- [What you are asked to do]: Give back all of the data exactly as it stands, with the pictures removed.

----

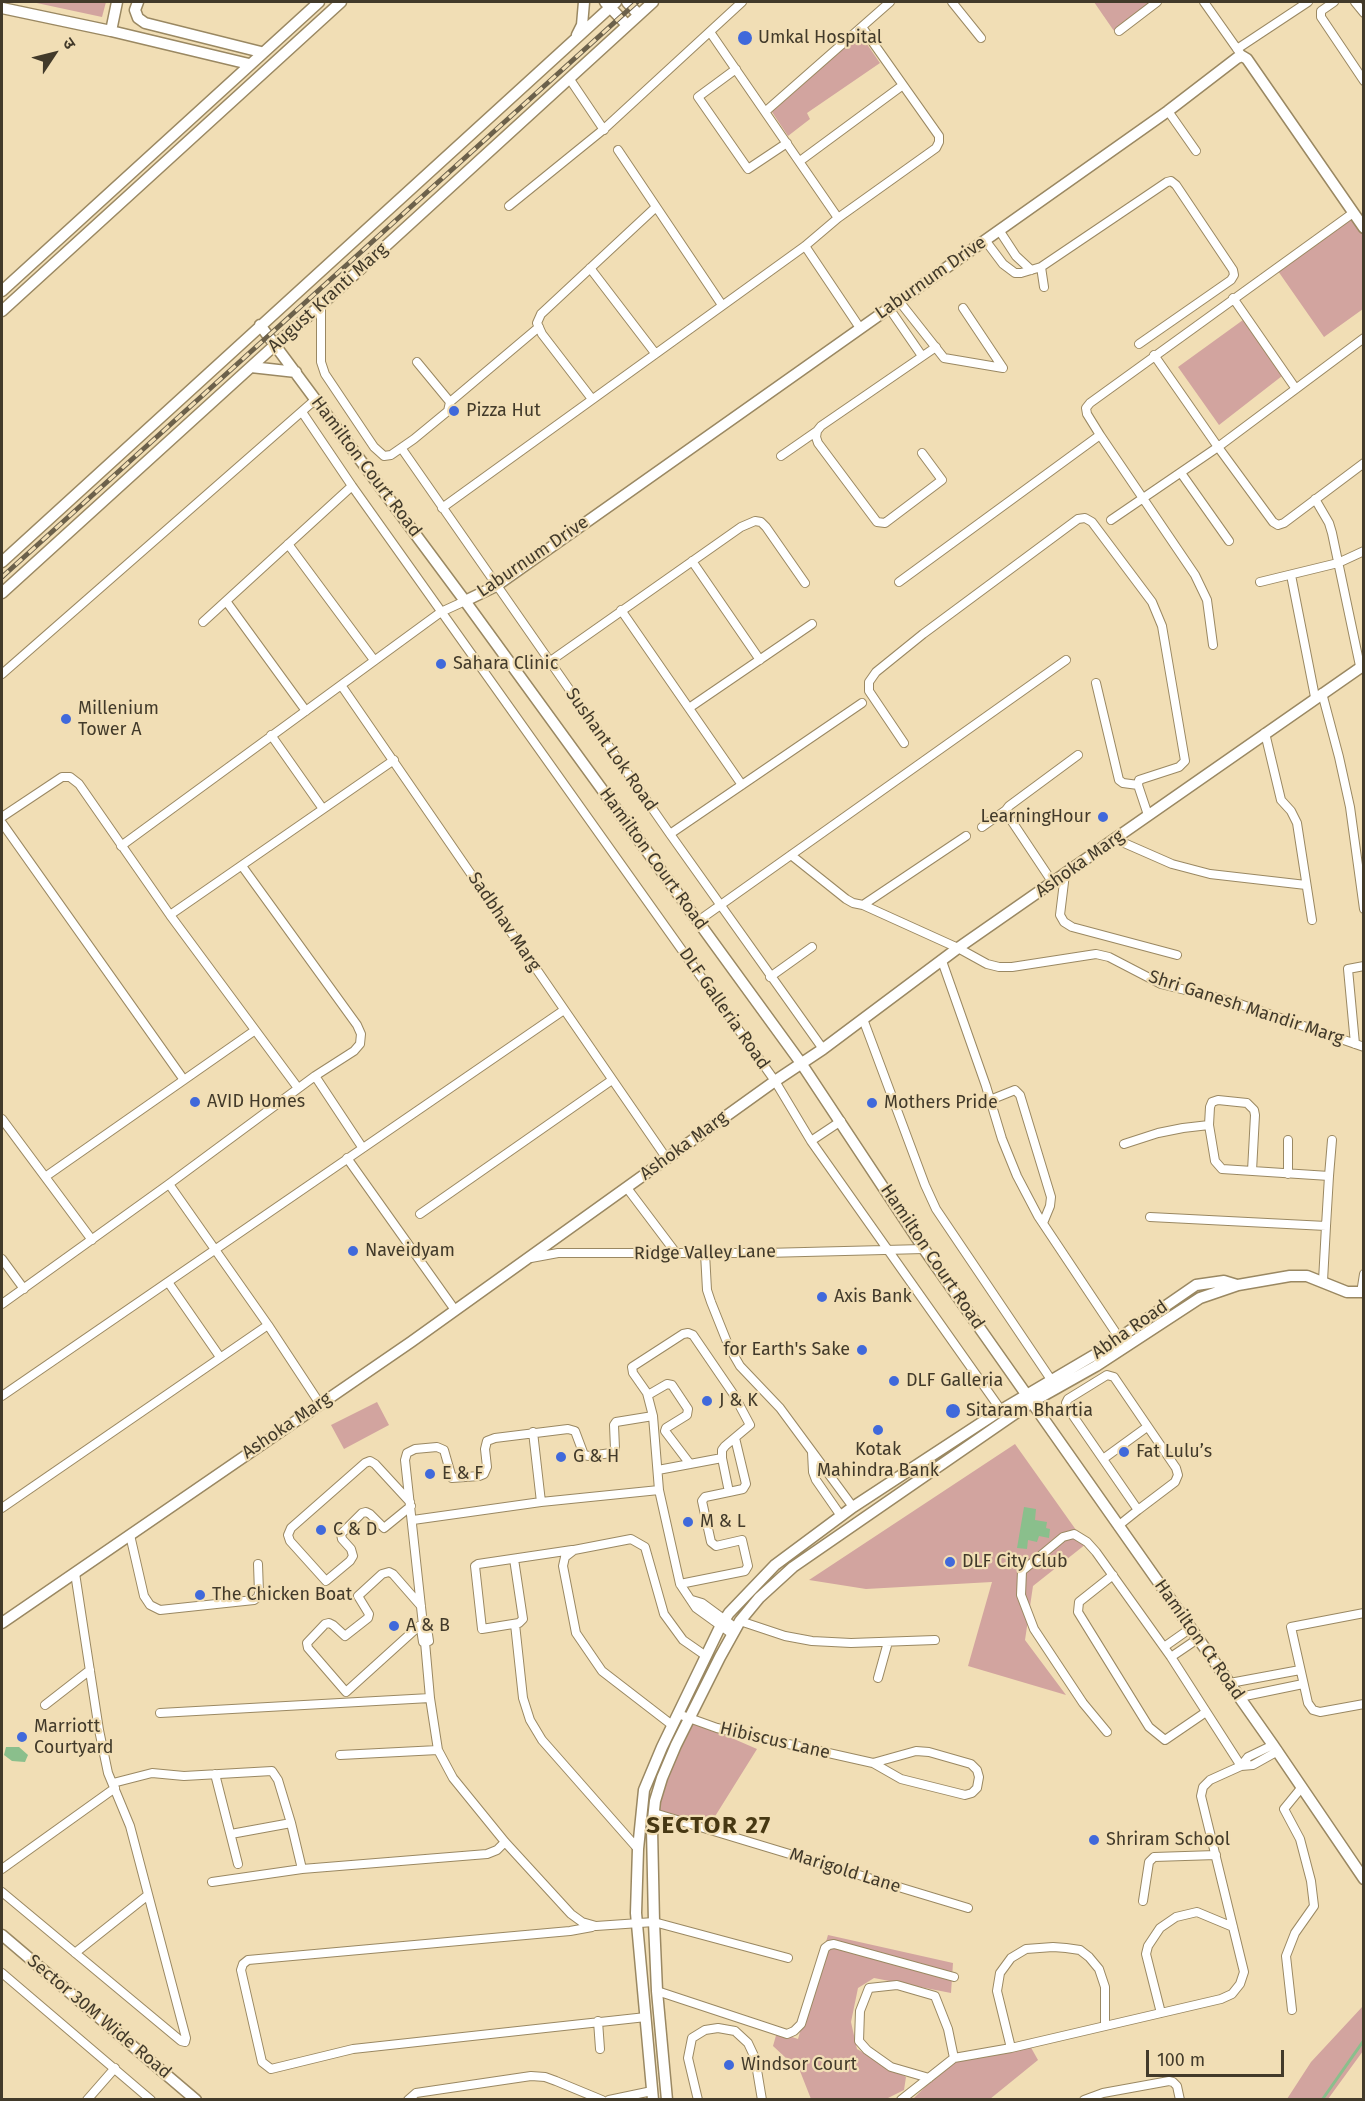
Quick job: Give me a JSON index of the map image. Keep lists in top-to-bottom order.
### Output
{
  "streets": {
    "street": [
      "Laburnum Drive",
      "August Kranti Marg",
      "Hamilton Court Road",
      "Sushant Lok Road",
      "Ashoka Marg",
      "Sadbhav Marg",
      "Shri Ganesh Mandir Marg",
      "DLF Galleria Road",
      "Ridge Valley Lane",
      "Abha Road",
      "Hamilton Ct Road",
      "Hibiscus Lane",
      "Marigold Lane",
      "Sector 30M Wide Road"
    ]
  },
  "crossings": [
    ["Laburnum Drive", "Hamilton Court Road"],
    ["Laburnum Drive", "Sushant Lok Road"],
    ["Laburnum Drive", "Sadbhav Marg"],
    ["Laburnum Drive", "DLF Galleria Road"],
    ["August Kranti Marg", "Hamilton Court Road"],
    ["Hamilton Court Road", "Ashoka Marg"],
    ["Hamilton Court Road", "Ridge Valley Lane"],
    ["Hamilton Court Road", "Abha Road"],
    ["Hamilton Court Road", "Hamilton Ct Road"],
    ["Sushant Lok Road", "Ashoka Marg"],
    ["Ashoka Marg", "Sadbhav Marg"],
    ["Ashoka Marg", "Shri Ganesh Mandir Marg"],
    ["Ashoka Marg", "DLF Galleria Road"],
    ["Ashoka Marg", "Ridge Valley Lane"],
    ["DLF Galleria Road", "Ridge Valley Lane"],
    ["Abha Road", "Hamilton Ct Road"]
  ],
  "districts": ["SECTOR 27"],
  "places": [
    "Umkal Hospital",
    "Pizza Hut",
    "Sahara Clinic",
    "Millenium Tower A",
    "LearningHour",
    "AVID Homes",
    "Mothers Pride",
    "Naveidyam",
    "Axis Bank",
    "for Earth's Sake",
    "DLF Galleria",
    "J & K",
    "Sitaram Bhartia",
    "Kotak Mahindra Bank",
    "Fat Lulu’s",
    "G & H",
    "E & F",
    "M & L",
    "C & D",
    "DLF City Club",
    "The Chicken Boat",
    "A & B",
    "Marriott Courtyard",
    "Shriram School",
    "Windsor Court"
  ],
  "scale_bar": "100 m",
  "north": "top right"
}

----

- [Solution for this task]:
Quick job: Give me a JSON index of the map image. Keep lists in top-to-bottom order.
### Output
{
  "streets": {
    "street": [
      "Laburnum Drive",
      "August Kranti Marg",
      "Hamilton Court Road",
      "Sushant Lok Road",
      "Ashoka Marg",
      "Sadbhav Marg",
      "Shri Ganesh Mandir Marg",
      "DLF Galleria Road",
      "Ridge Valley Lane",
      "Abha Road",
      "Hamilton Ct Road",
      "Hibiscus Lane",
      "Marigold Lane",
      "Sector 30M Wide Road"
    ]
  },
  "crossings": [
    ["Laburnum Drive", "Hamilton Court Road"],
    ["Laburnum Drive", "Sushant Lok Road"],
    ["Laburnum Drive", "Sadbhav Marg"],
    ["Laburnum Drive", "DLF Galleria Road"],
    ["August Kranti Marg", "Hamilton Court Road"],
    ["Hamilton Court Road", "Ashoka Marg"],
    ["Hamilton Court Road", "Ridge Valley Lane"],
    ["Hamilton Court Road", "Abha Road"],
    ["Hamilton Court Road", "Hamilton Ct Road"],
    ["Sushant Lok Road", "Ashoka Marg"],
    ["Ashoka Marg", "Sadbhav Marg"],
    ["Ashoka Marg", "Shri Ganesh Mandir Marg"],
    ["Ashoka Marg", "DLF Galleria Road"],
    ["Ashoka Marg", "Ridge Valley Lane"],
    ["DLF Galleria Road", "Ridge Valley Lane"],
    ["Abha Road", "Hamilton Ct Road"]
  ],
  "districts": ["SECTOR 27"],
  "places": [
    "Umkal Hospital",
    "Pizza Hut",
    "Sahara Clinic",
    "Millenium Tower A",
    "LearningHour",
    "AVID Homes",
    "Mothers Pride",
    "Naveidyam",
    "Axis Bank",
    "for Earth's Sake",
    "DLF Galleria",
    "J & K",
    "Sitaram Bhartia",
    "Kotak Mahindra Bank",
    "Fat Lulu’s",
    "G & H",
    "E & F",
    "M & L",
    "C & D",
    "DLF City Club",
    "The Chicken Boat",
    "A & B",
    "Marriott Courtyard",
    "Shriram School",
    "Windsor Court"
  ],
  "scale_bar": "100 m",
  "north": "top right"
}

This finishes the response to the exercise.